Polanski manages to gather a strong cast around him. McGregor is a fine everyman hero, and while he seems far more passive-aggressive than the standard movie hero, he nonetheless is charming enough to carry his end of the water pole. The end carried by Brosnan, however, is much stronger. Brosnan who has mostly done affable and elegant action hero types (a la “Remington Steel”, James Bond and Thomas Crown) delivers one of his better performances ever here. He is both sinister and snake-like, clapping you on the back one moment and stabbing you in it the next. That dichotomy of charm and ruthlessness makes the character as fascinating a political figure as has ever been on the silver screen.

They are surrounded by a strong cast, including Hutton as the Ghost’s hyperactive agent and Wilkinson, an old classmate of Lang’s who knows far more about his chicanery than he lets on. Wilkinson in fact has few scenes but is in definite control of your attention whenever he’s on.

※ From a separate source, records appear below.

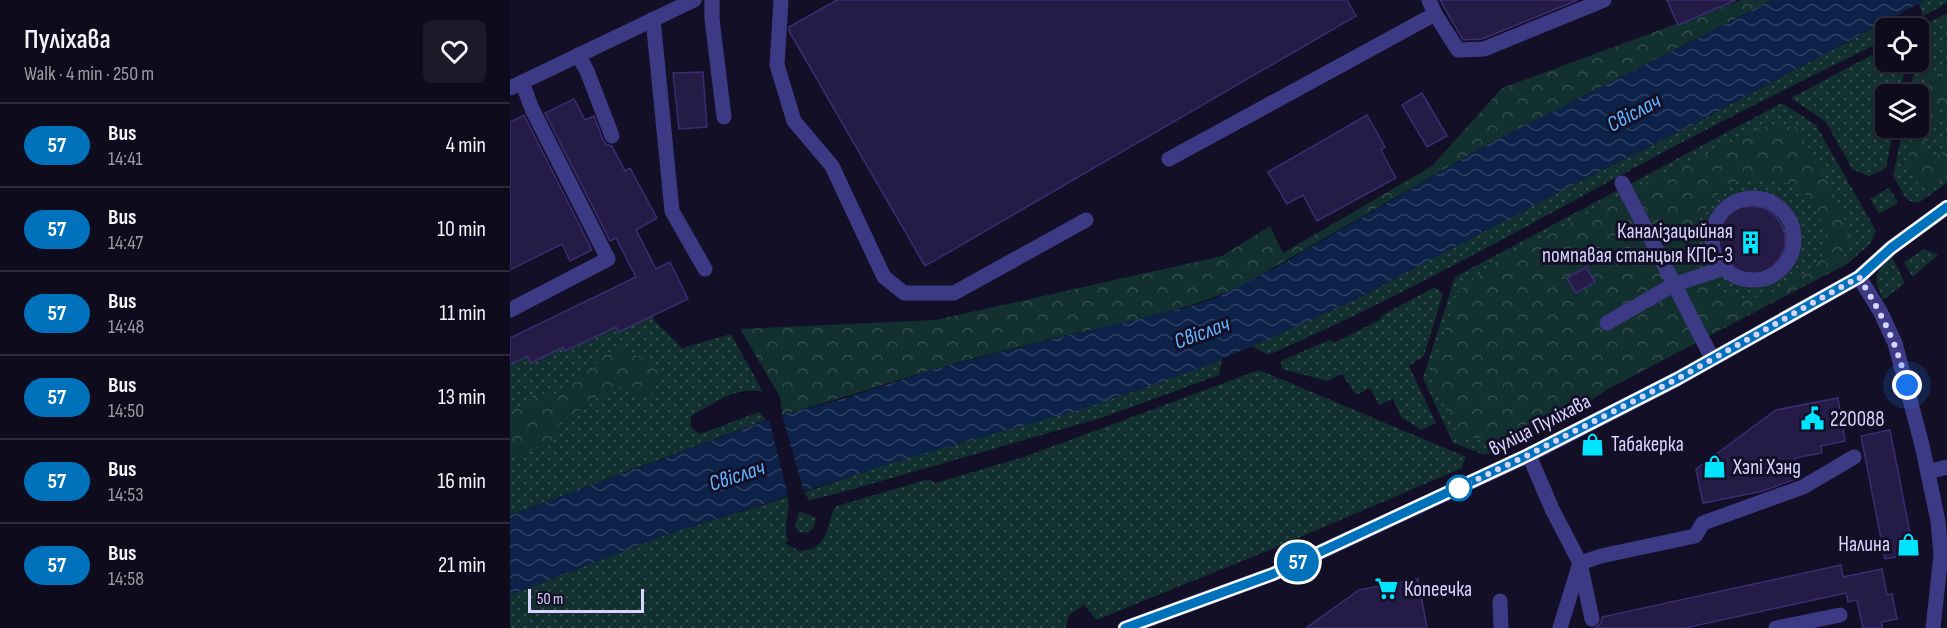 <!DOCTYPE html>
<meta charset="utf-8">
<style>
body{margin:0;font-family:"Sofia Sans Condensed",sans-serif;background:#1c1929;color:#f1f3f6;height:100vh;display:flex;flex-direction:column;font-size:22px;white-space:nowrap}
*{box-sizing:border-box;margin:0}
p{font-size:20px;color:#9b9ba3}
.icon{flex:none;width:33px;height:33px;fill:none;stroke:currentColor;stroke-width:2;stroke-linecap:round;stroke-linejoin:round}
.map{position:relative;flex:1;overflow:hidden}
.sheet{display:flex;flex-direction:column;background:#0e0b1c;width:510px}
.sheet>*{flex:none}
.badge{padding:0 12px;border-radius:20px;font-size:21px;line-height:39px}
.controls{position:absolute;left:1365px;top:18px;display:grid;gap:12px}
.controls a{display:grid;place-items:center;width:54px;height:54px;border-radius:9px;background:#0e0b1c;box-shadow:0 2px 4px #0004,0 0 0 2px #2e2b3b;font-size:30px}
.scale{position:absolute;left:18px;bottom:15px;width:116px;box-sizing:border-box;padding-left:6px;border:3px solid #d9d4ff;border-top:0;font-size:16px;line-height:21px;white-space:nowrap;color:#d9d4ff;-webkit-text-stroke:4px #130f26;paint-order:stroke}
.you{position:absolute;width:30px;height:30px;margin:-15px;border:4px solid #fff;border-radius:50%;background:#1a73e8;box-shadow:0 0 0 9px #1a73e833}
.map>.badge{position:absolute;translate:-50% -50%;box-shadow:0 0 0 3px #fff}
.round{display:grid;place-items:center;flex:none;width:63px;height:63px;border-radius:9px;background:#1c1929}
.headline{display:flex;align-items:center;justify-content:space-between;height:102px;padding:0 24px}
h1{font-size:28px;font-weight:600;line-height:45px}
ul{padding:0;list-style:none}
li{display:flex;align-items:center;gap:18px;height:84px;padding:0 24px;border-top:2px solid #2e2b3b}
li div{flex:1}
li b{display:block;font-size:22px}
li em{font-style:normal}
li .badge{min-width:66px;font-weight:700;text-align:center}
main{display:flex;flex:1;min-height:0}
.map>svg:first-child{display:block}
</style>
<main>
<section class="sheet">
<div class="headline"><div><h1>Пуліхава</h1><p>Walk · 4 min · 250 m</p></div><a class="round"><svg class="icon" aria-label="heart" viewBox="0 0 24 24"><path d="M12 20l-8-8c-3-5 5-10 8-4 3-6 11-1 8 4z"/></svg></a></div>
<ul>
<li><span class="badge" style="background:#0072bc;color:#fff">57</span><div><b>Bus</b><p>14:41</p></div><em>4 min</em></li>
<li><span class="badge" style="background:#0072bc;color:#fff">57</span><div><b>Bus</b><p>14:47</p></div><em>10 min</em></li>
<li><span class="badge" style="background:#0072bc;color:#fff">57</span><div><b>Bus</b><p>14:48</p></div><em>11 min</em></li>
<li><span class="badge" style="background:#0072bc;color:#fff">57</span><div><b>Bus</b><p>14:50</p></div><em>13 min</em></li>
<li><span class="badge" style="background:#0072bc;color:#fff">57</span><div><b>Bus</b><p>14:53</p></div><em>16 min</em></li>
<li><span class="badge" style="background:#0072bc;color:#fff">57</span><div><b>Bus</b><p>14:58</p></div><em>21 min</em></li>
</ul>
</section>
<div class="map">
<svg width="1437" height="628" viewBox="0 0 1437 628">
<defs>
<pattern id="grass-dots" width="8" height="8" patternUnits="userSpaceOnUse" patternTransform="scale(1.5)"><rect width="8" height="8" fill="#12302f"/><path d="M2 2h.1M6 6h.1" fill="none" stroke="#344d4e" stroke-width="1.8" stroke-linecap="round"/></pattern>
<pattern id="forest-crowns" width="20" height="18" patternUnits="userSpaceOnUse" patternTransform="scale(1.5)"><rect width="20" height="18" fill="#12302f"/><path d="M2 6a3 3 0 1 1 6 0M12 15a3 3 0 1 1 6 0" fill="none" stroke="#344d4e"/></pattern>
<pattern id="water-waves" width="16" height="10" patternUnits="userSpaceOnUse" patternTransform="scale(1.5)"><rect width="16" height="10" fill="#0c2248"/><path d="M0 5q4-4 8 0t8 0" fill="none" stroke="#2f4163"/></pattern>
</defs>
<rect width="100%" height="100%" fill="#130f26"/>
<g fill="url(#grass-dots)">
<path d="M1415,0H1437V3L1413,16L1409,3Z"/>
<path d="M1437,13V183L1408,203L1397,200L1383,176L1393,128H1408V94H1399L1406,62H1408L1409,50L1414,25Z"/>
<path d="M1382,18L1381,28H1376L1375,40C1287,83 1199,127 1113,174C997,237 880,302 758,355L742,346L844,300L1072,180L1182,125Z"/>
<path d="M1375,48L1376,62H1396L1390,94H1376V128H1384L1376,168L1359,176L1342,169L1316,122L1281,98Z"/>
<path d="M1272,103L1306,125L1366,231L1360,244L1337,264L1096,390L1044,425L975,455L943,443L913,378L945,277Z"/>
<path d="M1379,188L1388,203L1369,214L1360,199Z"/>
<path d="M1414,249L1428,255L1404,276H1402L1394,262Z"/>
<path d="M1382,257L1395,283L1373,300C1363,277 1363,274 1382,257Z"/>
<path d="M925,287L933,294L914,356L899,366L926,423L912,430L891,417L883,399L869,405L860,388L846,395L832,374L817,381L772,369L771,361L819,340L826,342L871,319V316Z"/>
<path d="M143,316L145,321L172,348L221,334L253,392C227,385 203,404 181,416V427L190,434L249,412L256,420L0,515V364L18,356L22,362L53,347L56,351L106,327L109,332Z"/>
<path d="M712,358L709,375L594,417L322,495L299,500L294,492C332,480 369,466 407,455C510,426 614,400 712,358Z"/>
<path d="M749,370L956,457L952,468L767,547L586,620L574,605L559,615L556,627L554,628H0V595L158,534L278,497C281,513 272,525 278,541L275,543L289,551C315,551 317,531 323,510L327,506L419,479L425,483L514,457Z"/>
<path d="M289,511L306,518L304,527L298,533L289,532L285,527Z"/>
</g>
<g fill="url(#forest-crowns)" fill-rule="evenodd">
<path d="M1231,0H1262L973,147L735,284C671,315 599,324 530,342C495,351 460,359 425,369C374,384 324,401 272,415L270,397L230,329L425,320L712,256L760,226L773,253L922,166L992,88Z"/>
<path d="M1419,74H1428L1437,81V106L1432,104L1428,109L1427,118L1419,130L1420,136L1413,149L1417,156L1424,158L1437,150V176C1428,182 1418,190 1407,185L1398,160L1404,128H1408L1409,107L1412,98L1419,99L1422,92L1417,86L1416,79Z"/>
<path d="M1251,127H1286C1308,163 1328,198 1342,238L1326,268L1096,390L1044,425L991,438H950L920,378L947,292L985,262L1153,173L1212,147ZM1247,178C1262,180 1284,182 1294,193C1298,198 1301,204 1305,208C1317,226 1322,250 1304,266C1299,271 1291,275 1285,279C1254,301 1213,310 1191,270C1176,242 1189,212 1210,192C1213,189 1217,184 1220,183C1228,179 1239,180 1247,178Z"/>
<path d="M113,350L119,354L137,359L153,374L141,394L125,395L109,386L51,421L42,442L0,458V399L8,408L26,393C59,395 53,395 74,370H82L94,353Z"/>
</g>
<path fill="url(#water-waves)" d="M1262,0H1415L1182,125L1072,180L844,300L742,346L685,370L576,408L405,456L158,534L0,595V515L272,415L333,399L425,369L551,337L675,308L706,298L767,267L973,147Z"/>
<path fill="#130f26" d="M272,415L295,495L279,500L259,419Z"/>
<g fill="#241b47" stroke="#3b2d73" stroke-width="1.5">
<path d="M327,0H837L846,16L415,266L279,31V27Z"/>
<path d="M930,0H1068L972,39L953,40Z"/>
<path d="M1157,0H1226L1168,25Z"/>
<path d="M193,72L197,127L169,129L163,73Z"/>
<path d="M912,93L937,136L917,147L892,105Z"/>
<path d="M64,99L75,120L84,116L93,140L96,144L102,146L115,171L120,168L147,218L126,230L146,269L160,262L178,299L109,332L106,327L55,351L53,347L21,363L18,356L0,364V338L126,277L106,238L100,241L35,113Z"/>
<path d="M14,115L82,250L60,261L52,244L0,270V122Z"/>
<path d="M857,115L875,147L871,150L886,178L807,221L793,195L777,204L758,172Z"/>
<path d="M1243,206L1254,208L1264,214L1271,224L1275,235V247L1270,258L1262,267L1252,273L1240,274L1224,269L1221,261L1213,259L1208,249L1207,239L1209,228L1214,219L1222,211L1232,207Z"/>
<path d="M1076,267L1085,282L1066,293L1057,278Z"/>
<path d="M1328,398L1335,441L1311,446L1312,453L1285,458L1288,478L1253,491L1193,503L1186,469L1266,410Z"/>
<path d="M1380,430L1404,554L1375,559L1351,436Z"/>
<path d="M1331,565L1333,577L1372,569L1377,595L1382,594L1387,619L1371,622L1373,628H1353L1347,600L1338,602L1336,593L1175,628H1085L1091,623L1092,617Z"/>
<path d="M908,579L917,628H796L849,590Z"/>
</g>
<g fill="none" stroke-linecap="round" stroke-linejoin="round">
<g stroke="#3d3a85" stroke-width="15">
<path d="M202,0V19L214,117"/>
<path d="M271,0L267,65L284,121L322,166L374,277L394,293H444L576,220"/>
<path d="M919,0L925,14"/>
<path d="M143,19L162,211L195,269"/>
<path d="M68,55L77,71L102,136"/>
<path d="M0,88L184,0"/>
<path d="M659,159L925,14L948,50L974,49L1094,0"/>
<path d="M1112,183L1202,358"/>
<circle cx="1243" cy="239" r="41"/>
<path d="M1349,277L1370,311L1385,343L1412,445L1428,521L1431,555L1423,628"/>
<path d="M0,310L98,259L22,109L12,82"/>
<path d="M1097,323L1163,285L1214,268"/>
<path d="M1019,455L1042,509L1070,563L1082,619"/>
<path d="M1418,472L1437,467"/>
<path d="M990,601L991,628"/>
<path d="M615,628L763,574L1019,455L1167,379L1349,277L1381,248L1437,207"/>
<path d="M1050,628L1070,563L1091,556L1185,536L1193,523L1293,487L1344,457"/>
<path d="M1266,628L1330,615"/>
</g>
</g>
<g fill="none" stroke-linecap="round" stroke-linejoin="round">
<defs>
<path id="line" d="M615,628L763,574L1018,455L1167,379L1349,277L1381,248L1437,207"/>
</defs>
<use href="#line" stroke="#fff" stroke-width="14"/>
<use href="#line" stroke="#0072bc" stroke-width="9"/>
<path stroke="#d9d4ff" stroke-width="6" stroke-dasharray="0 10.8" d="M949,488L1018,455L1167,379L1349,277C1372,315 1386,341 1397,385"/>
</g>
<defs>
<symbol id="building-bare" viewBox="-9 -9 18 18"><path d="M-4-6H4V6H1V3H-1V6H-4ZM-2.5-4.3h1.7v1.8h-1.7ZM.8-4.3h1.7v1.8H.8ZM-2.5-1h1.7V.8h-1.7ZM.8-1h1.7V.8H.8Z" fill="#00e5ff" stroke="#130f26" stroke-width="2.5" paint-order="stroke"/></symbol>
<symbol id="civic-bare" viewBox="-9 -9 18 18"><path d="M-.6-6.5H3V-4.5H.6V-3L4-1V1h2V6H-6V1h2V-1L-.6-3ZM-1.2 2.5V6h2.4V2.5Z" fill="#00e5ff" stroke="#130f26" stroke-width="2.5" paint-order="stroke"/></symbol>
<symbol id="shop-bare" viewBox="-9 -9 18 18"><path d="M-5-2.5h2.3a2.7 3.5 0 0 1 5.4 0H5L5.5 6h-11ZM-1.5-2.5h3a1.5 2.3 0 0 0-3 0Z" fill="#00e5ff" stroke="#130f26" stroke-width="2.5" paint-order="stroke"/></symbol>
<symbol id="supermarket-bare" viewBox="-9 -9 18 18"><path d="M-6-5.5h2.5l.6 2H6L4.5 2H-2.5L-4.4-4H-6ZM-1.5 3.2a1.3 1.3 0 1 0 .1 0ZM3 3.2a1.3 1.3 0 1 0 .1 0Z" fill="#00e5ff" stroke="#130f26" stroke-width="2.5" paint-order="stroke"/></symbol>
</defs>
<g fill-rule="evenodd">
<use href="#building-bare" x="1224" y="226" width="33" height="33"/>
<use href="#civic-bare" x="1286" y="402" width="33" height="33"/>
<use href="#shop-bare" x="1066" y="428" width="33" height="33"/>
<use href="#shop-bare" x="1188" y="450" width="33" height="33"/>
<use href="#shop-bare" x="1382" y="528" width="33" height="33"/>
<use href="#supermarket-bare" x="860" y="572" width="33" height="33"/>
</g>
<circle fill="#fff" stroke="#0072bc" stroke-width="3" cx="949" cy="488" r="12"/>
<g text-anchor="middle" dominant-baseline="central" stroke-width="6" stroke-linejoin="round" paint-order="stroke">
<g font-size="21" fill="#d9d4ff" stroke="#130f26" text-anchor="start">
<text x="1223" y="231" text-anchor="end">Каналізацыйная<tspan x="1223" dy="24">помпавая станцыя КПС-3</tspan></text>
<text x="1320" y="419">220088</text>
<text x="1101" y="444">Табакерка</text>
<text x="1223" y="467">Хэпі Хэнд</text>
<text x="1380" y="544" text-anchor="end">Налина</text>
<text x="894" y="589">Копеечка</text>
</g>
<g font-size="21" fill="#d9d4ff" stroke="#130f26">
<text transform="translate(1030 425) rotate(-27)">вуліца Пуліхава</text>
</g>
<g font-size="22" font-style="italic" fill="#62b6ff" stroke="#130f26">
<text transform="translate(1124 113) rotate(-28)">Свіслач</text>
<text transform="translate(692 333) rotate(-20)">Свіслач</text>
<text transform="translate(227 476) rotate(-18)">Свіслач</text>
</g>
</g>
</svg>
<div class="controls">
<a><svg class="icon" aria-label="locate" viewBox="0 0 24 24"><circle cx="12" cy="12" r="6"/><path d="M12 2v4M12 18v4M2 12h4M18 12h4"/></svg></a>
<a><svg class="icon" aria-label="layers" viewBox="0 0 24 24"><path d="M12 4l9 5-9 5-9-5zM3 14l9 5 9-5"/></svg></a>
</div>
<div class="scale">50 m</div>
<div class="you" style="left:1397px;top:385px"></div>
<b class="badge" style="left:788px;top:562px;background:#0072bc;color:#fff">57</b>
</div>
</main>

There are some twists and turns here. That is par for the course for a thriller, but few are telegraphed and none stretch the believability quotient. What Polanski does better than most directors is establish a mood, and he does so brilliantly here, making even characters seen in passing seem menacing and up to no good.

The movie didn’t do very well at the box office (see below), mostly due to Polanski’s arrest on a 34-year-old statutory rape charge and his subsequent fight to prevent extradition. I would imagine a number of movie-goers who might have ordinarily flocked to see this stayed away because of an unwillingness to support a rapist. I can understand the sentiment certainly but this isn’t a review of Mr. Polanski’s life but of a single film he created.

Political thrillers are hard to accomplish, particularly when they are as topical as this one is (the characters are extremely similar to former British Prime Minister Tony Blair, with other characters and entities – such as Hatherton substituting for Halliburton  – also carrying some similarities to people and things in the news). There is always the chance that in a very few years this will seem dated. However the movie is so well-crafted that long after the people and events that inspired it are forgotten, The Ghost Writer will hold up as a well-crafted, well-acted and well-written thriller.

WHY RENT THIS: Impressively tense. Fine performances from most of the cast but particularly from McGregor and Wilkinson.

WHY RENT SOMETHING ELSE: The payoff is a bit anti-climactic.

FAMILY VALUES: Some rough language, a bit of violence, a bit of sexuality and a smidgeon of nudity and a drug reference.

TRIVIAL PURSUIT: Although primarily set in the United States, Polanski was unable to film here due to his legal issues. Most of the movie was filmed in Europe except for a few second unit shots.

NOTABLE DVD EXTRAS: None listed.

BOX OFFICE PERFORMANCE: $60.2M on a $45M production budget; the movie lost money.